With our training over, our guides (three or so of them) led us along the riverbank until we reached a narrow cleft in the ground. Scrambling down into this, we soon followed a side passageway that led us to a larger cave where the nearby stream flow flowed underground. From here, we'd be following the course of the water.
After walkiing down the shallow watery streambed a short way, we came to the first of the waterfalls. Although it sounded impressive in the close quarters of the cave, it really wasn't all that much - maybe a five or six feet drop. In fact, it was clear that one could easily downscramble adjacent to the waterfall. But, in the spirit of cave adventuring, we were told to do one of our backward jumps off of the lip. Slightly disconcerting in the dark, but it was all over quickly and without drama.
Ready to enter underworld
The glowworms did not disappoint. Already we were seeing patches of them above us on the ceiling - ghostly star-like pinpricks of blue-green light. They were surprisingly bright. I really missed having my camera (in fact, I had brought my waterproof Outex in case I'd be able to bring it, but they explicitly disallowed it).
Ruakuri Cave Exit
The "Black Labyrinth" tour continued - sometimes floating down placid corridors in our inner tubes, sometimes scrambling over rocks, sometime splashing through shallows. One more (slightly larger) waterfall necessitated another easy backwards jump. Some more floating in a wider, larger and longer stretch of water brought us to the cave exit - a beautiful spot where a bright window of thick jungle-y vegetation was framed by textured cave walls.
Black Labyrinth exit
One by one, we popped out of the cave and warmed up in the sun (the cave and cave water is fairly cool), waiting for our eyes to readjust to daylight. After a final group photo, we walked back out along a trail (we had emerged along the Ruakuri bushwalk) to a nearby trailhead and parking lot, where the company bus was waiting to take us back to the company's main complex.
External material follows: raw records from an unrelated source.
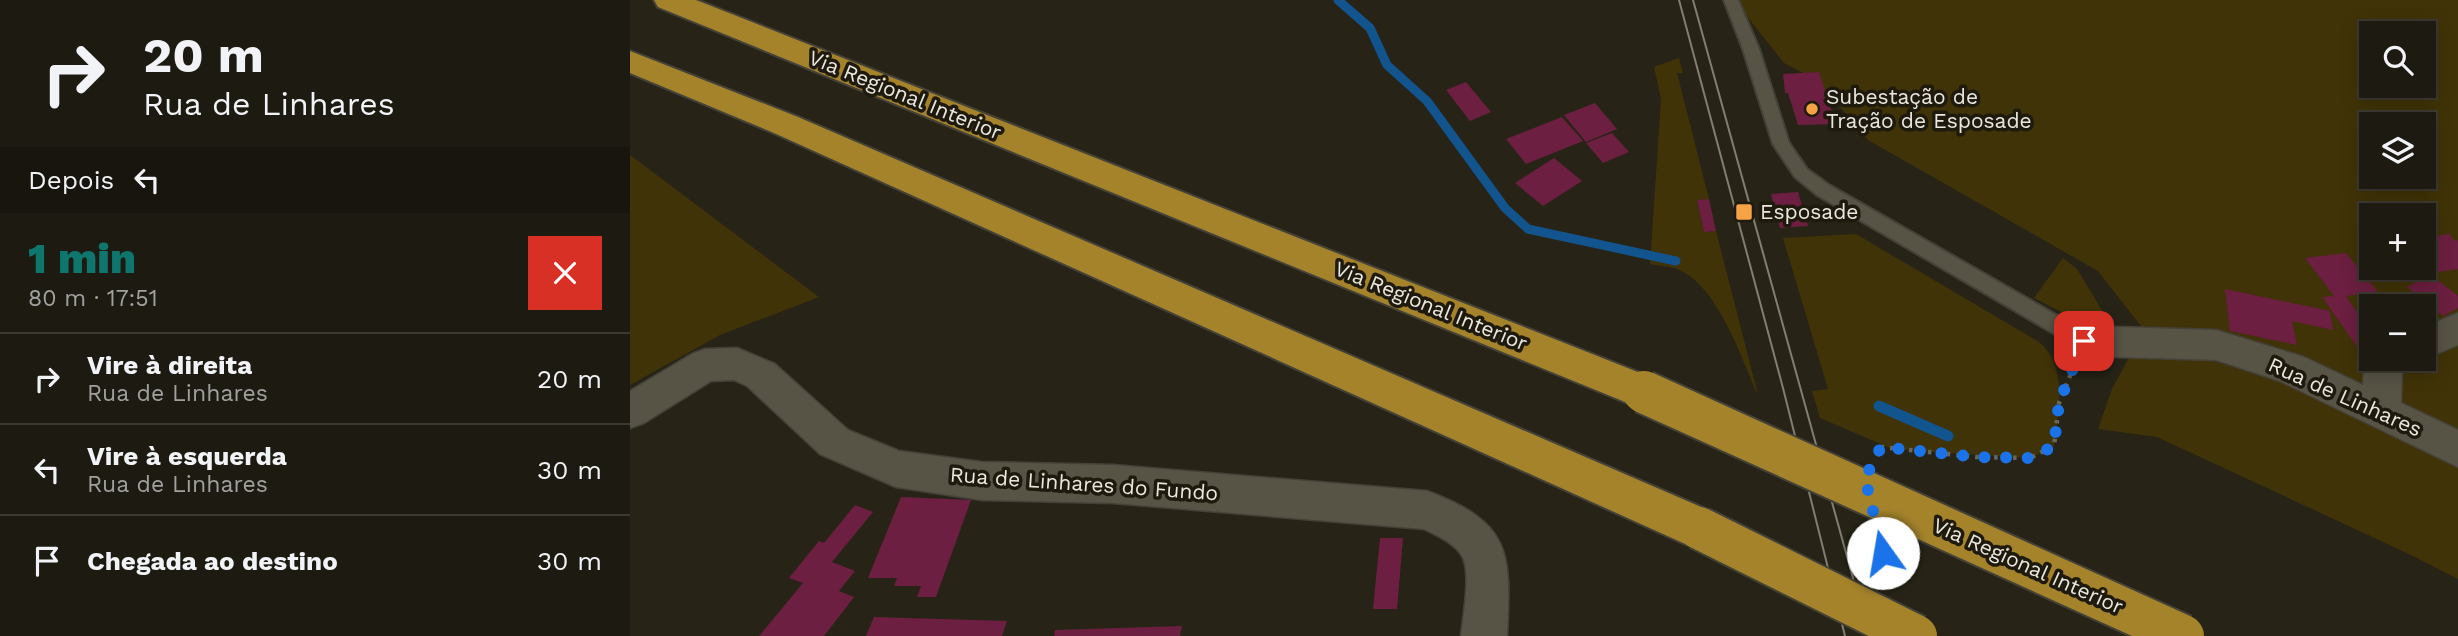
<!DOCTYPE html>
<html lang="pt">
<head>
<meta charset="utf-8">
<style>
	:root { --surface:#1d1b11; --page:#25241a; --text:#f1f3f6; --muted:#a0a19f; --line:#3b3931; --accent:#0f766e }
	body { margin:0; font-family:"Work Sans",sans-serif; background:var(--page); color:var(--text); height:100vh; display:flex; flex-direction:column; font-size:26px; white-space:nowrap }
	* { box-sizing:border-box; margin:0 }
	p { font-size:23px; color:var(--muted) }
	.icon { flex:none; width:38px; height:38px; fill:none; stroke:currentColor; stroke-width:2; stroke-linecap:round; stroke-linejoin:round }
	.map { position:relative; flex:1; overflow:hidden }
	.side { display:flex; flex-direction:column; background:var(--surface); width:630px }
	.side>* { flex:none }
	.guide { background:#1d1b11; color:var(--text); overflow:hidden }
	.fabs { position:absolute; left:1729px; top:21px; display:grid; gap:14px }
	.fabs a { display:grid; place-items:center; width:77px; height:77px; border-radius:0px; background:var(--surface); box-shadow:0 4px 18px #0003,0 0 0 2px var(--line); font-size:35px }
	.pin { position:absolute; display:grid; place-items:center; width:60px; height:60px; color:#fff; margin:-30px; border-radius:14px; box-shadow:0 4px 10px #0006 }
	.me { position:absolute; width:77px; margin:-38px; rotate:347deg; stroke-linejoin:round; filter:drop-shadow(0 0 5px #0008) }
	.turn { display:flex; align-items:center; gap:24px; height:147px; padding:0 28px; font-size:32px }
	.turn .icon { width:91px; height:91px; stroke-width:2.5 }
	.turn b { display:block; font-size:49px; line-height:60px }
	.then { display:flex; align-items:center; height:66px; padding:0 28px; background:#0003; gap:14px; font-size:26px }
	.round { display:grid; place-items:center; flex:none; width:74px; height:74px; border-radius:0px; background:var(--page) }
	.summary { display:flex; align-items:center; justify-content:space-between; height:119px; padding:0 28px }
	h1 { font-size:42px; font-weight:800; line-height:52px; color:var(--accent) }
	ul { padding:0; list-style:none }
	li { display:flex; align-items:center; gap:21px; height:91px; padding:0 28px; border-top:2px solid var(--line) }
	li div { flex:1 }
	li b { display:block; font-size:26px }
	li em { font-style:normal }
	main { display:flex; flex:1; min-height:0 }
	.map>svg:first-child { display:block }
</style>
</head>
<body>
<main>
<section class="side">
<div class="guide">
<div class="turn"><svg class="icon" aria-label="right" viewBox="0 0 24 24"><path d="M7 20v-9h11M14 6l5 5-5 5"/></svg><div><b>20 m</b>Rua de Linhares</div></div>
<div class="then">Depois<svg class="icon" aria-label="left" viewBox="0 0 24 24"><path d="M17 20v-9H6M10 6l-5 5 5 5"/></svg></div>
</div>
<div class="summary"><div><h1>1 min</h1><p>80 m · 17:51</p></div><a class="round" style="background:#d93025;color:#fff"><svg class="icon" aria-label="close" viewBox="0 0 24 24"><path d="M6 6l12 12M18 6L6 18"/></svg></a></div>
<ul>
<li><svg class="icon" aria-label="right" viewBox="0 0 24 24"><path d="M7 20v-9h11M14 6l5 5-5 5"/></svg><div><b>Vire à direita</b><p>Rua de Linhares</p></div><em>20 m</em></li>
<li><svg class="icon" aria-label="left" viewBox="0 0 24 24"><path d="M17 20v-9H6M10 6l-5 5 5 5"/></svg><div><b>Vire à esquerda</b><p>Rua de Linhares</p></div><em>30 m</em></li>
<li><svg class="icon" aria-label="arrive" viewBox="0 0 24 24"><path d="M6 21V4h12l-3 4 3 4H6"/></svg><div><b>Chegada ao destino</b></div><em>30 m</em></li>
</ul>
</section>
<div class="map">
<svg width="1828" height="636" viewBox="0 0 1828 636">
	<rect width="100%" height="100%" fill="#272417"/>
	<path fill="#403307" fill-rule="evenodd" d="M1104,0h724v579l-49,-25 -252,-117 -59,-8 14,-40 32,-59 -46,-59 -230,-131 -32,-38 -25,-25 -27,-14zM1741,33h53v53h-53zM1741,124h53v53h-53zM1741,215h53v53h-53zM1741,306h53v53h-53z
		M1049,58l4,15h-6l32,126 -12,1 7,32 12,-1 42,164c-17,-37 -40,-110 -81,-126 -8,-3 -18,-3 -27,-5l11,-165 -7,-32z
		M0,155l189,142 -99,38 -90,50z
		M1226,234l183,108c30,25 19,70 15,104l-24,12 -115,-7 -25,-3 -70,-30 -8,-27 16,-2 -45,-151z
		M1433,258l14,11 32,53 -42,-7 -33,-17z"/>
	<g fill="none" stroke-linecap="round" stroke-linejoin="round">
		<path stroke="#12548d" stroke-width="9" d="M708,0l32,28 17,37 40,36 78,107 23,21 148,32"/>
		<path stroke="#12548d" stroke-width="11" d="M1249,406l69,30"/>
	</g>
	<path fill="#6c1f40" d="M1189,72l17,52 -38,1 -10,-32h-3l-2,-19z
		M836,82l25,30 -21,9 -24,-31z
		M965,103l22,26 -31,13 -22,-27z
		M932,117l21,24 -57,23 -20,-25z
		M982,133l17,19 -26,11 -17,-20z
		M924,158l28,23 -39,25 -28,-23z
		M1168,192l10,34 -28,2 -9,-34z
		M1079,199l7,32 -12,1 -7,-32z
		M1819,234l6,7 3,-1v29l-20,3 -14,-16v-18z
		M1716,253l32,39 -32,4 25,37v18l-9,3 -40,-57 12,-1 -29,-38z
		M1801,275l27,21v12l-15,8 -36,-29z
		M1595,289l105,22 3,19 -41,-9 5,24 -67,-14z
		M271,497l70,3 -35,97h-19l4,-11h-27l3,-8h-29z
		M225,505l18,7 -41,50 23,9 -16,20 15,6 -30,39h-65l44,-53 -14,-5 30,-37 5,2z
		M750,538h23l-6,71h-24z
		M244,617l133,4 -5,15h-136z
		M552,626l-2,10h-126l1,-6z"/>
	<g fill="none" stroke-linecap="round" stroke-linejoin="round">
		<g stroke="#444138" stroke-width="4">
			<path id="lane" d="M1094,0h14l21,49 30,94 18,26 22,16 262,150 3,6 -3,6 -7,2 -7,-2 -260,-152 -22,-18 -22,-33 -30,-95z"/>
		</g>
		<g stroke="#444138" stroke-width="3">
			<path id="street" d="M1828,313v32l-34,14h-2l2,-32z
				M1454,326l132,4 88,27 59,28 1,-17 7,-13v4h39l-8,14 -1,30 57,27v37l-178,-86 -64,-21 -132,-4 -13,-4 -6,-11 6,-11z
				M107,348l38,16 73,66 51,21 83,11 131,3 314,26c85,32 84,61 80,145h-46c2,-19 10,-61 2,-78 -6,-14 -27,-23 -39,-29l-311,-26 -131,-3 -86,-13 -76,-33 -73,-68 -13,-6 -23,1 -67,42 -14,5v-37l62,-37 13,-5z"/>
		</g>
		<g stroke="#444138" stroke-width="4">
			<path id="highway" d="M24,0h42l962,380 6,12 -6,12 -14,5 -14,-5 -972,-397z
				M0,51l168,66 917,396 6,15 -6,15 -16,6 -16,-6 -909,-410 -144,-60z"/>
		</g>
		<path stroke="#69665b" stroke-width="4.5" stroke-dasharray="3.5 6" stroke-linecap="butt" d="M1247,456l4,-9 95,10 54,1 24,-12 5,-43 13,-32
			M1250,540l9,40"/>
		<use href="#lane" fill="#575345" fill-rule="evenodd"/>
		<use href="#street" fill="#575345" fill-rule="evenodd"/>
		<use href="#highway" fill="#a4832b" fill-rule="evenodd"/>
		<path stroke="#817e73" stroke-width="2" d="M1049,0l104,388 62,248
			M1063,0l176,636"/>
		<g stroke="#444138" stroke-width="46" stroke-linecap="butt">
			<path id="highway-bridge" d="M1014,392l539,244
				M1069,528l217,108"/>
		</g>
		<use href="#highway-bridge" stroke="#a4832b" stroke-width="42"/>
	</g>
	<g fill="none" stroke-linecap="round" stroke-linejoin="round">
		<path stroke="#1a73e8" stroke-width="12" stroke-dasharray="0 21.6" d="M1253,553l-18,-75 16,-31 95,10 54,1 24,-12 5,-43 25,-62"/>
	</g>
	<g fill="#f5a345" stroke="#1e1a0e" stroke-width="2.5">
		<circle cx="1182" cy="109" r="7"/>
		<rect x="1105" y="203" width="18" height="18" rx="3.5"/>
	</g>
	<g text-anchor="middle" stroke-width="7" stroke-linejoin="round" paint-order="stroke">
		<g font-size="21" fill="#eae7df" stroke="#1e1a0e">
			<text transform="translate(275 95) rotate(22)" y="7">Via Regional Interior</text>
			<text transform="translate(801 306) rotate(22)" y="7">Via Regional Interior</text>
			<text transform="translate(1715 397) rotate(24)" y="7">Rua de Linhares</text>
			<text transform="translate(454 484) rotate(4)" y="7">Rua de Linhares do Fundo</text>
			<text transform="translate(1398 566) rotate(24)" y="7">Via Regional Interior</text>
		</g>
		<g font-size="21" fill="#eae7df" stroke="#1e1a0e" text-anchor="start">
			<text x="1196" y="104">Subestação de<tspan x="1196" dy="24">Tração de Esposade</tspan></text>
			<text x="1130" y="219">Esposade</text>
		</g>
	</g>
</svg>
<div class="fabs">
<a><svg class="icon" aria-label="search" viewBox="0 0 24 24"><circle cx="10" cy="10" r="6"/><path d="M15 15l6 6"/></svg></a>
<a><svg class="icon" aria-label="layers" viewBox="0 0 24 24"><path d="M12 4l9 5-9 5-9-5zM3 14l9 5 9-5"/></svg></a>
<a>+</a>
<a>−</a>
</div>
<div class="pin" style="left:1454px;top:341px;background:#d93025"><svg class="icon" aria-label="arrive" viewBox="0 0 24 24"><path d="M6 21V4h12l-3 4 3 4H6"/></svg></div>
<svg class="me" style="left:1253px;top:553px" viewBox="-20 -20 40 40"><circle r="19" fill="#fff"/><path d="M0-13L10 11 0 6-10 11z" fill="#1a73e8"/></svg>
</div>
</main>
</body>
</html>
Back at the company facility, we removed and washed our wetsuit gear, had a quick shower, dried ourselves off, and availed ourselves of the free lunch that came with our tour package. I very much wanted to try and get a few of my own pictures of the cave we'd just been in, so we drove ourselves back to the Ruakuri bushwalk, and we walked back up to our cave exit. With my camera inside my waterproof enclosure, I waded into our cave exit as far as I dared. Although I was unable to get far enough in to photograph glowworms (I would have had to swim and I did not have any sort of wetsuit), I did get some nice cave entrance shots.
It was only mid-afternoon at this point, and since we were already partway in on this bushwalk, we all decided to continue exploring it. The track is considered one of New Zealand's best short bushwalks, and it was indeed quite nice. Nicely tracked with boardwalks, stairs, bridges, and decks, the bushwalk takes you through a forested gorge full of tunnels, sinkholes, and interesting / unique viewpoints.
Interactive trackmap with photo points - Ruakuri Bushwalk - click map to view
We took a slightly different highway routing on the way back to Taupo, which led through more amazingly beautiful countryside. Back at home, we had a nice leisurely evening, enjoying a game of Agricola with Jenn, Andy, and Andrea.